Zwar ende ein Untermietvertrag nicht automatisch mit dem Ende des Hauptmietverhältnisses, doch Untermieter haben keinen eigenen Vertrag mit dem Eigentümer, in diesem Fall die Doser und Partner GmbH. Wenn der Vermieter also mit einem ehemaligen Untermieter einen Mietvertrag abschließe, handele es sich um eine Neuvermietung, weshalb die Eigentümer die Miete im Rahmen des Mietrechts neu vereinbaren können.
„Die Vorgehensweise ist nicht gerade fair, aber rechtlich zulässig“, sagt Winfried Kropp, Pressesprecher des Mieterbunds. „Aus unserer Beratungspraxis lässt sich allerdings sagen, dass dieses Verhalten nicht unbedingt die Regel ist.“ So würden in den meisten Fällen lediglich der Hauptmieter getauscht. Eine gesetzliche Regelung, die einen Anspruch auf den Eintritt in den alten Vertrag begründen könnte, gebe es jedoch nicht.
Die Doser und Partner GmbH sagt dazu: „Die Hauptvertragsparteien haben den Mietvertrag gekündigt. Da die neuen Mieter zu den vormaligen Haupt- und Untermietern keinerlei Beziehung haben, ist es aus Gründen der Rechtsklarheit selbstverständlich, dass ein neuer Mietvertrag aufzusetzen ist.“ Denn inzwischen ist klar: Es ziehen neue Mieter ein.
Und was ist mit der Mietpreisbremse?
In Konstanz gilt die Mietpreisbremse: Bei einer Neuvermietung darf die Miete maximal zehn Prozent oberhalb der ortsüblichen Vergleichsmiete liegen. Verlangen Vermieter mehr, kann das zu viel bezahlte Geld von den Mietern zurückgefordert werden. Als Basis dafür gilt jedoch nicht die Miete, die die Vormieter bezahlt haben.
Kropp außerdem: „Die Mietpreisbremse hat leider zu viele Ausnahmen, so dass sie oft nicht wirkt. So werden beispielsweise Wohnungen, die nach dem 1. Oktober 2014 bezogen wurden, von ihr gar nicht erfasst.“ Die vier Studenten wohnen seit dem Jahr 2018 in der Wohnung der Doser und Partner GmbH.
Klar ist jedoch laut dem Mieterbund: In einem bestehenden Mietverhältnis gilt, dass eine Mieterhöhung maximal bis zur ortsüblichen Vergleichsmiete zulässig ist.
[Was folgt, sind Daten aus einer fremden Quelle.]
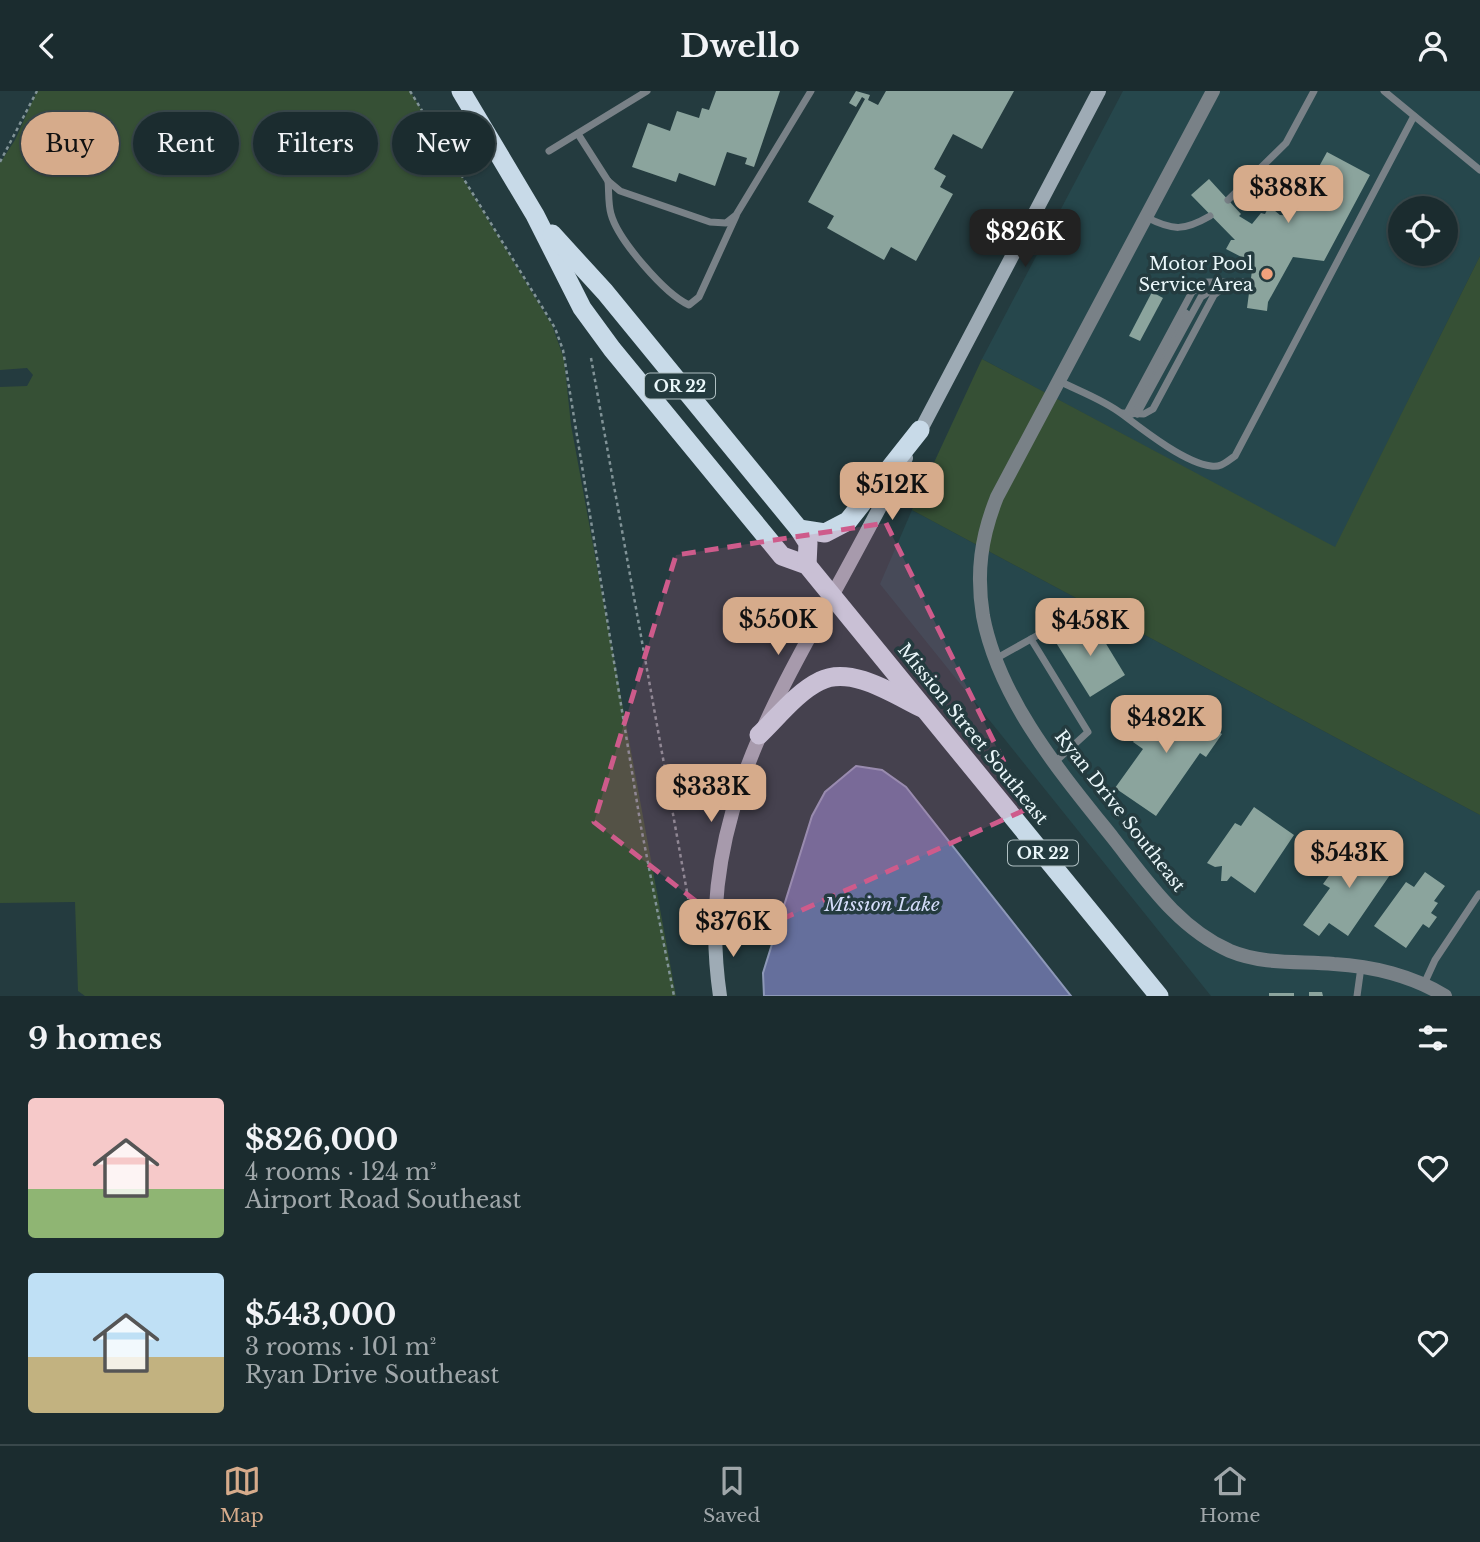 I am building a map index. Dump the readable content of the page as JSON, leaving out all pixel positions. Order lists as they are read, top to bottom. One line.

Außerdem schützt eine sogenannte Kappungsgrenze vor zu großen Preissteigerungen. „In Konstanz gilt sogar eine verringerte, also strengere Kappungsgrenze, weil unser Wohnungsmarkt besonders angespannt ist“, so Kropp. „Danach dürfen Mieten innerhalb von drei Jahren maximal um 15 Prozent angehoben, selbst wenn die ortsübliche Vergleichsmiete höher läge.“
Im Fall der Markgrafenstraße wäre die Mieterhöhung in diesem Maße im bestehenden Mietverhältnis also rechtswidrig gewesen. Da der Vertrag jedoch als Neuvertrag geschlossen werden sollte, gab es für die Studenten wohl nur eine Konsequenz, die sie bereits gezogen haben: ausziehen.